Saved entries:
● ● ● ●

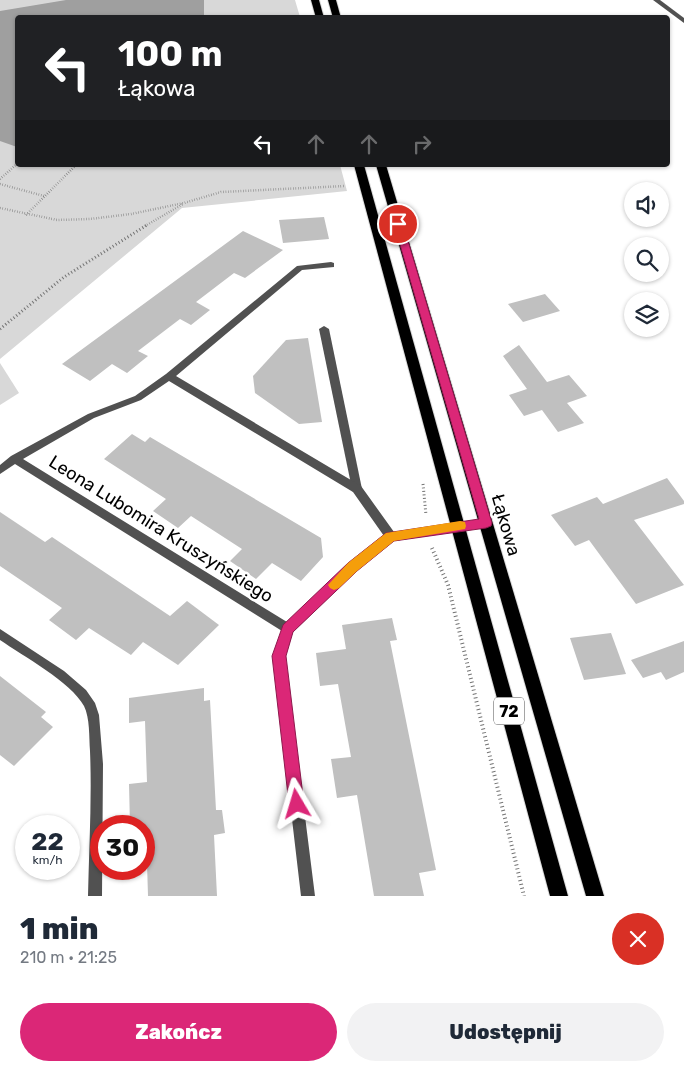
<!DOCTYPE html>
<html lang="pl">
<meta charset="utf-8">
<style>
:root{--surface:#fff;--page:#f2f2f3;--text:#1f2937;--muted:#747a83;--accent:#db2777}
body{margin:0;font-family:Rubik,sans-serif;background:var(--page);color:var(--text);height:100vh;display:flex;flex-direction:column;font-size:19px;white-space:nowrap}
*{box-sizing:border-box;margin:0}
p{font-size:16px;color:var(--muted)}
.icon{flex:none;width:28px;height:28px;fill:none;stroke:currentColor;stroke-width:2;stroke-linecap:round;stroke-linejoin:round}
.map{position:relative;height:896px;overflow:hidden}
.details{display:flex;flex-direction:column;background:var(--surface);flex:1}
.details>*{flex:none}
.hud{position:absolute;left:15px;top:15px;width:655px;height:152px;border-radius:5px;box-shadow:0 1px 4px #0004;background:#202124;color:#fff;overflow:hidden}
.controls{position:absolute;left:624px;top:182px;display:grid;gap:10px}
.controls a{display:grid;place-items:center;width:45px;height:45px;border-radius:50%;background:var(--surface);box-shadow:0 1px 4px #0004;font-size:25px}
.speed{position:absolute;left:15px;top:815px;display:flex;gap:10px;font-size:25px;font-weight:700;text-align:center}
.speed>*{display:grid;place-content:center;width:65px;height:65px;border-radius:50%;background:var(--surface);box-shadow:0 1px 4px #0004;line-height:1}
.speed small{font-size:12px;font-weight:400}
.speed .limit{border:8px solid #d22;background:#fff;color:#111}
.pin{position:absolute;display:grid;place-items:center;width:42px;height:42px;color:#fff;margin:-21px;border:2px solid #fff;border-radius:50%;box-shadow:0 1px 5px #0007}
.me{position:absolute;width:55px;margin:-28px;rotate:353deg;stroke-linejoin:round;filter:drop-shadow(0 0 4px #0008)}
.turn{display:flex;align-items:center;gap:18px;height:105px;padding:0 20px;font-size:22px}
.turn .icon{width:65px;height:65px;stroke-width:2.5}
.turn b{display:block;font-size:35px;line-height:42px}
.lanes{display:flex;align-items:center;height:48px;padding:0 20px;background:#0003;justify-content:center;gap:25px;direction:ltr}
.lanes .off{opacity:.35}
.round{display:grid;place-items:center;flex:none;width:52px;height:52px;border-radius:26px;background:var(--page)}
.headline{display:flex;align-items:center;justify-content:space-between;height:85px;padding:0 20px}
h1{font-size:30px;font-weight:800;line-height:38px}
.button{display:flex;gap:10px;margin-top:auto;padding:10px 20px}
.button a{flex:1;height:58px;border-radius:30px;background:var(--accent);color:#fff;font-size:20px;font-weight:800;line-height:58px;text-align:center}
.button a+a{background:var(--page);color:var(--text)}
.map>svg:first-child{display:block}
.green{fill:#d8d8d8}
.water{fill:#9f9f9f}
.building{fill:#c0c0c0}
.lines{fill:none;stroke-linecap:round;stroke-linejoin:round}
.primary-casing{stroke:#dbdbdb;stroke-width:2}
.path-far2{stroke:#737373;stroke-width:2.5;stroke-dasharray:0.5 2;stroke-linecap:butt}
.path-far1{stroke:#737373;stroke-width:3;stroke-dasharray:1 2.5;stroke-linecap:butt}
.path{stroke:#737373;stroke-width:4;stroke-dasharray:1 3;stroke-linecap:butt}
.lane{fill:#515151;fill-rule:evenodd}
.street{fill:#515151;fill-rule:evenodd}
.primary{fill:#000;fill-rule:evenodd}
.route{fill:#db2777;stroke:#8e194d}
.slow{fill:#f59e0b}
.labels{text-anchor:middle;dominant-baseline:central;stroke-width:5;stroke-linejoin:round;paint-order:stroke}
.shield{fill:#fff;stroke:#4c4c4c;stroke-width:1}
.shield-label{font-size:16px;font-weight:bold;fill:#000}
.street-label{font-size:18px;fill:#000;stroke:#fff}
</style>
<div class="map">
<svg width="684" height="896" viewBox="0 0 684 896">
<rect width="100%" height="100%" fill="#fff"/>
<g class="green">
<path d="M0,0H295L300,17L18,18V165H340L347,191L182,208L0,359Z"/>
<path d="M0,363L19,393L0,405Z"/>
</g>
<path class="water" d="M66,0H204V17L18,18L17,147L0,141V11Z"/>
<g class="building">
<path d="M324,217L329,239L283,243L279,220Z"/>
<path d="M243,231L283,250L245,278L234,273L196,302L210,310L191,325L180,319L138,351L148,356L127,373L112,364L90,381L62,364Z"/>
<path d="M545,294L560,311L523,322L508,304Z"/>
<path d="M308,338L322,422L299,424L255,393L253,376L286,340Z"/>
<path d="M519,345L547,382L569,375L587,396L567,403L584,423L558,432L542,410L524,416L509,395L527,389L503,356Z"/>
<path d="M132,434L145,442L150,437L321,538L323,557L301,581L272,563L256,579L230,561L242,549L191,516L178,528L153,511L166,499L104,459Z"/>
<path d="M667,478L684,501V504L634,520L684,585L636,604L589,540L575,546L551,515L597,497L603,504Z"/>
<path d="M0,512L45,542L52,537L170,616L187,601L219,625L178,665L143,642L131,655L89,628L76,640L49,620L62,608L0,566Z"/>
<path d="M392,618L397,640L390,641L436,870L419,873L424,896H374L357,795L337,798L331,759L351,757L338,684L320,686L316,653L346,649L342,625Z"/>
<path d="M611,633L626,674L584,680L570,638Z"/>
<path d="M684,641V672L666,680L661,672L643,678L631,660Z"/>
<path d="M0,676L46,712L41,717L53,727L14,766L0,755Z"/>
<path d="M204,688V701L210,700L216,810H222L225,833L214,835L217,896H148L146,830H144V826H130L129,784L147,782L145,721L129,723V698Z"/>
</g>
<g class="lines">
<g class="primary-casing">
<g id="primary">
<path d="M311,0H319L324,18H316Z"/>
<path d="M328,0H336L341,18H333Z"/>
<path d="M354,165H364L568,896H550Z"/>
<path d="M376,165H386L604,896H586Z"/>
</g>
</g>
<g class="path-far2">
<path d="M0,179L18,163"/>
<path d="M0,184L44,196"/>
<path d="M0,208L57,220L90,219L131,214L184,203L221,192L345,186"/>
<path d="M26,215L76,165"/>
<path d="M145,226L183,204"/>
</g>
<g class="path-far1">
<path d="M0,329L64,277L147,225"/>
<path d="M423,484L426,515"/>
</g>
<path class="path" d="M432,548L448,585L524,896"/>
<path class="lane" d="M324,326L329,329L362,489L361,492H353L352,489L319,329Z"/>
<g class="street">
<path d="M653,0H660L684,18V23Z"/>
<path d="M331,262L334,263V267L302,270L176,376L361,486L394,532L486,519L490,520L491,523L490,526L486,527L394,541L357,570L293,632L285,657L315,896H301L273,657L282,631L15,464L0,474V465L11,456L88,414L135,396L166,374L297,266ZM169,381L353,492L384,536L349,564L287,622L23,459L94,418L141,400Z"/>
<path d="M0,629L64,671L86,690L95,703L99,715L103,764L102,896H88C89,848 92,799 90,751C89,737 90,718 84,706C71,682 23,656 0,640Z"/>
</g>
<use href="#primary" class="primary"/>
</g>
<path class="route" d="M398,221L403,224L492,523L491,526L486,528L394,541L357,571L293,632L286,656L304,804L302,809L297,811L292,809L289,804L272,656L283,625L348,563L386,533L479,519L394,224Z"/>
<path class="slow" d="M460,521L465,522L466,526L465,529L394,541L357,571L339,588L334,590L330,588L328,585L348,563L386,533Z"/>
<g class="labels">
<rect class="shield" x="494" y="697.5" width="30" height="27" rx="4"/>
<g class="shield-label">
<text x="509" y="711">72</text>
</g>
<g class="street-label">
<text transform="translate(506 525) rotate(74)">Łąkowa</text>
<text transform="translate(161 529) rotate(32)">Leona Lubomira Kruszyńskiego</text>
</g>
</g>
</svg>
<div class="controls">
<a><svg class="icon" aria-label="sound" viewBox="0 0 24 24"><path d="M4 9h4l5-4v14l-5-4H4zM17 9q2 3 0 6"/></svg></a>
<a><svg class="icon" aria-label="search" viewBox="0 0 24 24"><circle cx="10" cy="10" r="6"/><path d="M15 15l6 6"/></svg></a>
<a><svg class="icon" aria-label="layers" viewBox="0 0 24 24"><path d="M12 4l9 5-9 5-9-5zM3 14l9 5 9-5"/></svg></a>
</div>
<div class="speed"><div>22<small>km/h</small></div><div class="limit">30</div></div>
<div class="pin" style="left:398px;top:224px;background:#d93025"><svg class="icon" aria-label="arrive" viewBox="0 0 24 24"><path d="M6 21V4h12l-3 4 3 4H6"/></svg></div>
<svg class="me" style="left:297px;top:804px" viewBox="-20 -20 40 40"><path d="M0-17L14 15 0 8-14 15z" fill="#db2777" stroke="#fff" stroke-width="4"/></svg>
<div class="hud">
<div class="turn"><svg class="icon" aria-label="left" viewBox="0 0 24 24"><path d="M17 20v-9H6M10 6l-5 5 5 5"/></svg><div><b>100 m</b>Łąkowa</div></div>
<div class="lanes"><svg class="icon" aria-label="left" viewBox="0 0 24 24"><path d="M17 20v-9H6M10 6l-5 5 5 5"/></svg><svg class="icon off" aria-label="ahead" viewBox="0 0 24 24"><path d="M12 20V5M6 11l6-6 6 6"/></svg><svg class="icon off" aria-label="ahead" viewBox="0 0 24 24"><path d="M12 20V5M6 11l6-6 6 6"/></svg><svg class="icon off" aria-label="right" viewBox="0 0 24 24"><path d="M7 20v-9h11M14 6l5 5-5 5"/></svg></div>
</div>
</div>
<section class="details">
<div class="headline"><div><h1>1 min</h1><p>210 m · 21:25</p></div><a class="round" style="background:#d93025;color:#fff"><svg class="icon" aria-label="close" viewBox="0 0 24 24"><path d="M6 6l12 12M18 6L6 18"/></svg></a></div>
<div class="button"><a>Zakończ</a><a>Udostępnij</a></div>
</section>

● ● ● ●

Pull every line containing "lines" out of the records.

WRITTEN SOLUTION
.lines{fill:none;stroke-linecap:round;stroke-linejoin:round}
<g class="lines">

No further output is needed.